Background technology
The progress of anti-excitant technology has ensured the healthy and sustainable development of athletics sports, and the implementation of drug-testing must be tight
Lattice follow the banned substance detected rule of World Anti-Doping Agency (World Anti-Doping Agency, WADA) announcement.
Testosterone is a kind of endogenous steroids excitant being frequently used.Testosterone and medicinal testis secreted by human body itself
Ketone chemical constitution is identical, but research shows, the carbon isotope ratio of the testosterone of medicinal testosterone and human secretory (13C/12C, it is single
Position is ‰) different.Medicinal testosterone13C/12C values are less than -27 ‰, and the testosterone of human body itself secretion,13C/12C values scope for-
16.7 ‰ to -25.8 ‰, after human body takes medicinal testosterone,13C/12C values can be reduced.Therefore, WADA regulations use isotope ratio
Mass spectrum (Isotope ratio mass spectrometry, IRMS) measure carbon isotopic ratio (13C/12C, unit
For ‰), with the testosterone for distinguishing human secretory and the medicinal testosterone taken in vitro, gas-chromatography/combustion furnace/isotope ratio mass spectrum
(gas-chromatography/combustion/isotope ratio mass spectrometry, GC/C/IRMS) can be surveyed
Determine isotope ratio, represented with δ values (‰).

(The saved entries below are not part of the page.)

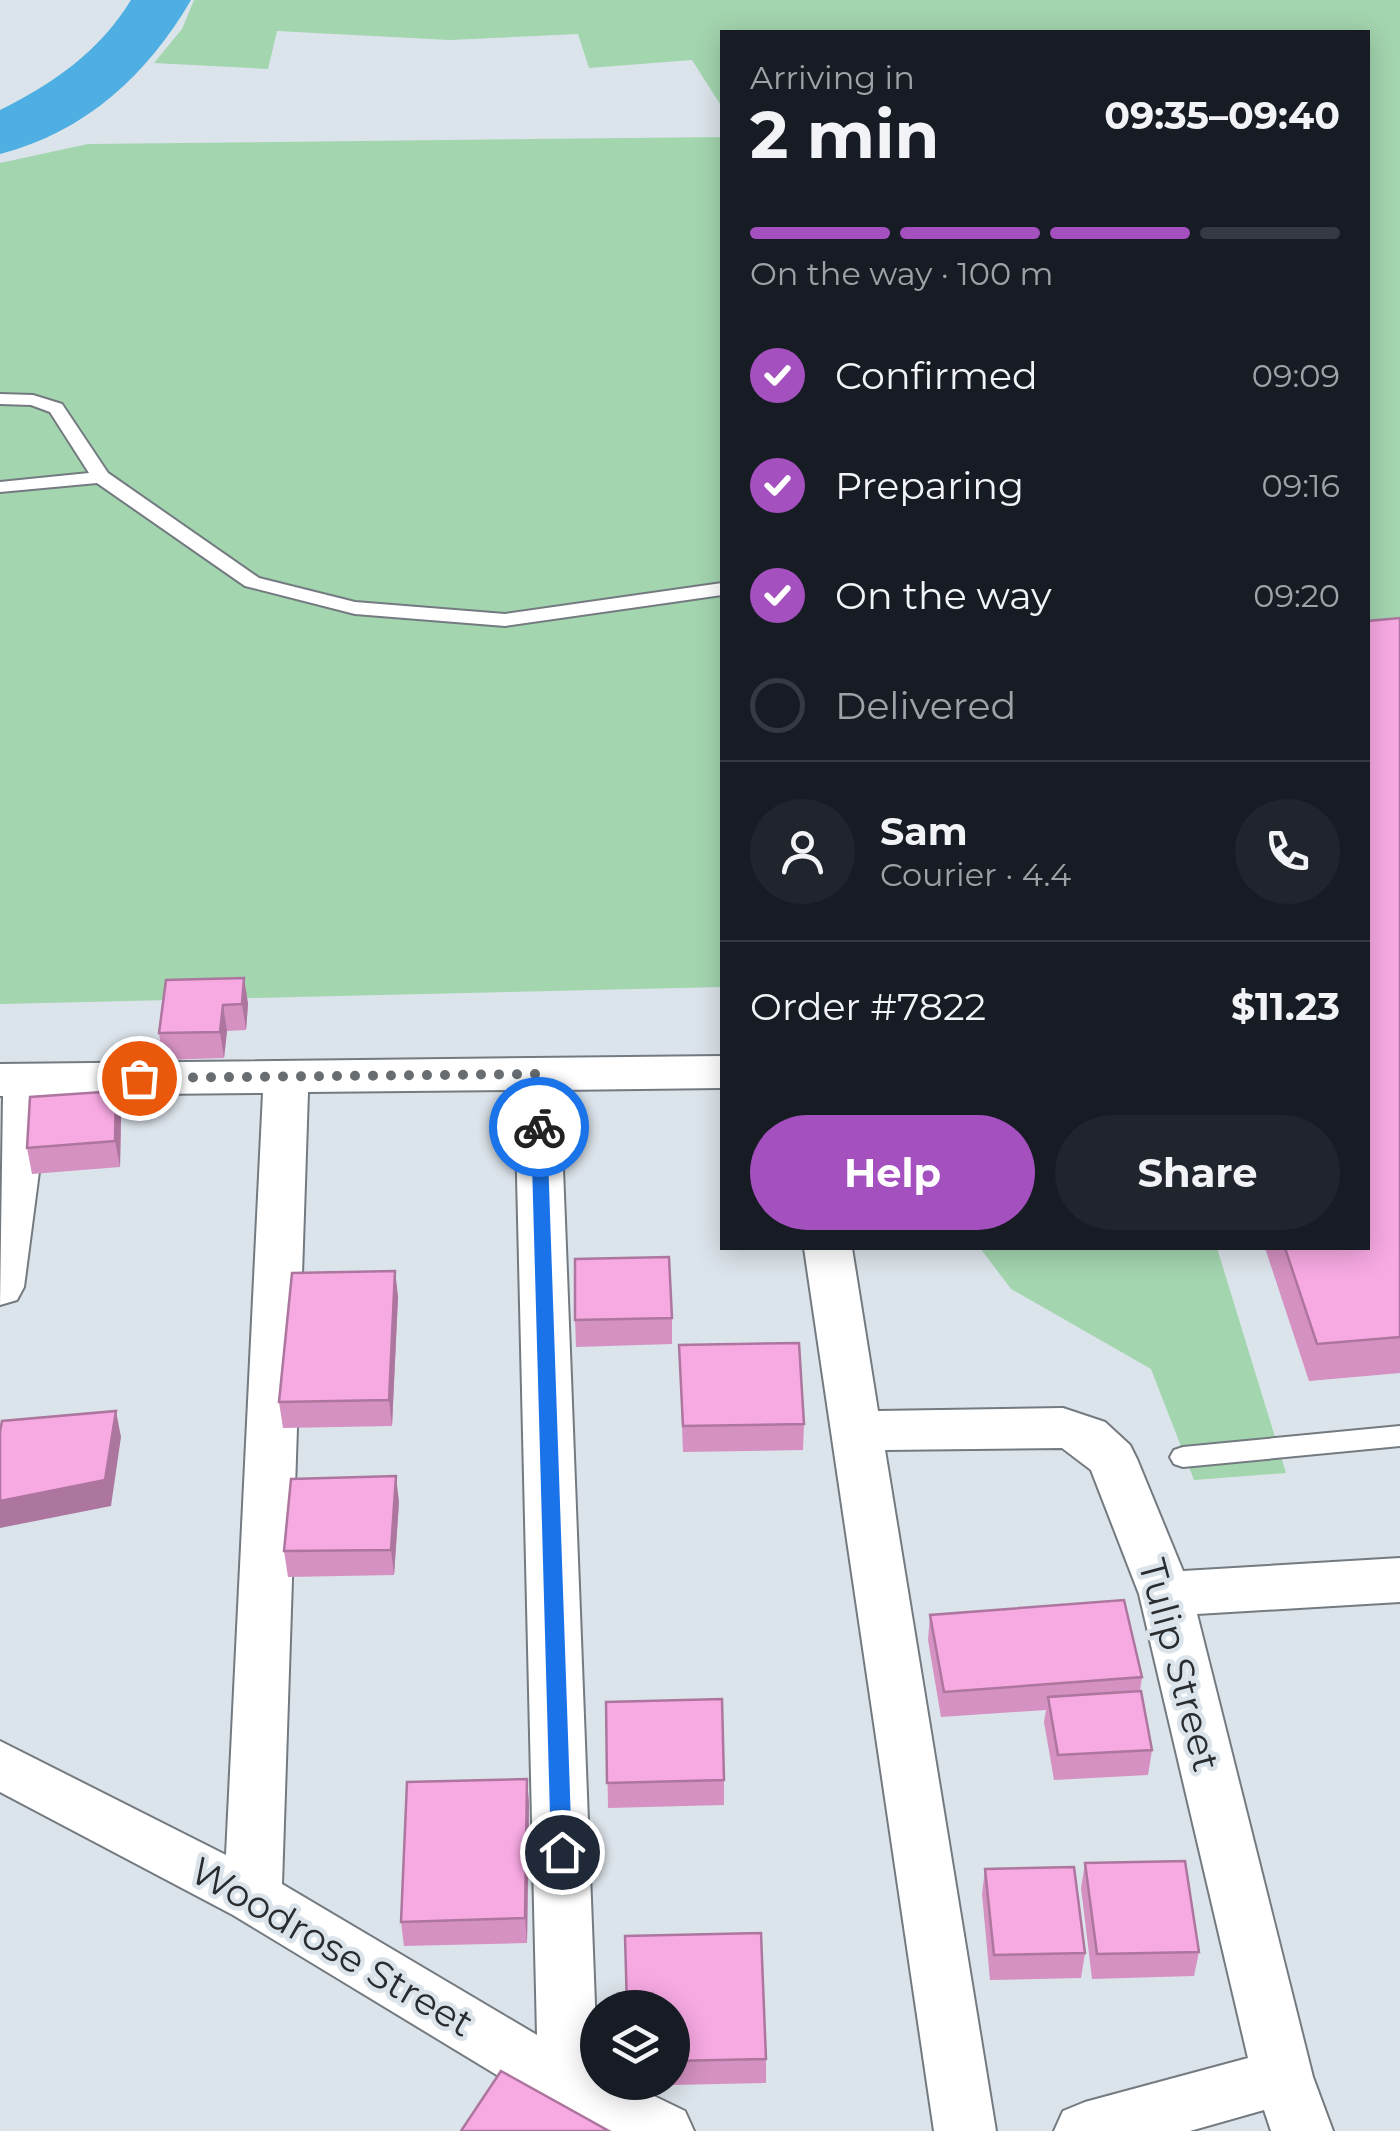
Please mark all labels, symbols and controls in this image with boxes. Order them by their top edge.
text: Arriving in [750,58,915,97]
text: 09:35–09:40 [1104,92,1340,139]
text: 2 min [750,95,939,174]
text: On the way · 100 m [750,254,1053,293]
icon: check [750,348,805,403]
text: Confirmed [835,352,1038,399]
text: 09:09 [1252,356,1340,395]
icon: check [750,458,805,513]
text: Preparing [835,462,1024,509]
text: 09:16 [1262,466,1340,505]
icon: check [750,568,805,623]
text: On the way [835,572,1052,619]
text: 09:20 [1253,576,1340,615]
text: Delivered [835,682,1016,729]
button: person [750,799,855,904]
button: phone [1235,799,1340,904]
text: Sam [880,808,968,855]
text: Courier · 4.4 [880,855,1071,894]
text: Order #7822 [750,983,986,1030]
text: $11.23 [1231,983,1340,1030]
pin [97,1036,182,1121]
icon: bag [112,1051,167,1106]
courier [489,1077,589,1177]
icon: bike [512,1100,567,1155]
button: Help [750,1115,1035,1230]
button: Share [1055,1115,1340,1230]
street label: Tulip Street [1129,1554,1230,1776]
pin [520,1810,605,1895]
icon: home [535,1825,590,1880]
street label: Woodrose Street [183,1847,482,2047]
map controls [580,1990,690,2100]
button: layers [580,1990,690,2100]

Now there are some researches show on 3, carbon13The testosterone of C flag has commodity selling, and it can group after being mixed with medicinal testosterone
Into a kind of new testosterone excitant, after using such a new testosterone excitant,13C/12C values (δ values) fall into the testis of human secretory
Ketone13C/12In the range of C values (δ values).Therefore, existing detection method can not detect this new testosterone excitant.
At present, the method based on androsterone is used for the anti-depressant detection of such a new testosterone.But when human body intake is a variety of
Medicine, can cause the diversity and complexity of urine sample composition.Now in detection urine sample during androsterone, because of the presence of disturbing factor, meeting
Influence testing result.Therefore, new detection method should be developed to such a new testosterone excitant, to adapt to different detection feelings
Condition.
Etiocholanolone (Etiocholanolone), alias:Etiocholanolone, 5 β-androstan-3 α-ol-17-
One, molecular formula:C19H30O2, it is metabolite of the testosterone in human body, is combined in urine with glucuronic acid, generate this courage
Alkanol ketone glucuronide, is excreted, and the structure of etiocholanolone is as follows:
The content of the invention
The technical problems to be solved by the invention are to provide a kind of excited based on the new testosterone of etiocholanolone detection in urine
The method of agent, for the anti-depressant detection of new testosterone, this method detection is sensitive, and accuracy is high.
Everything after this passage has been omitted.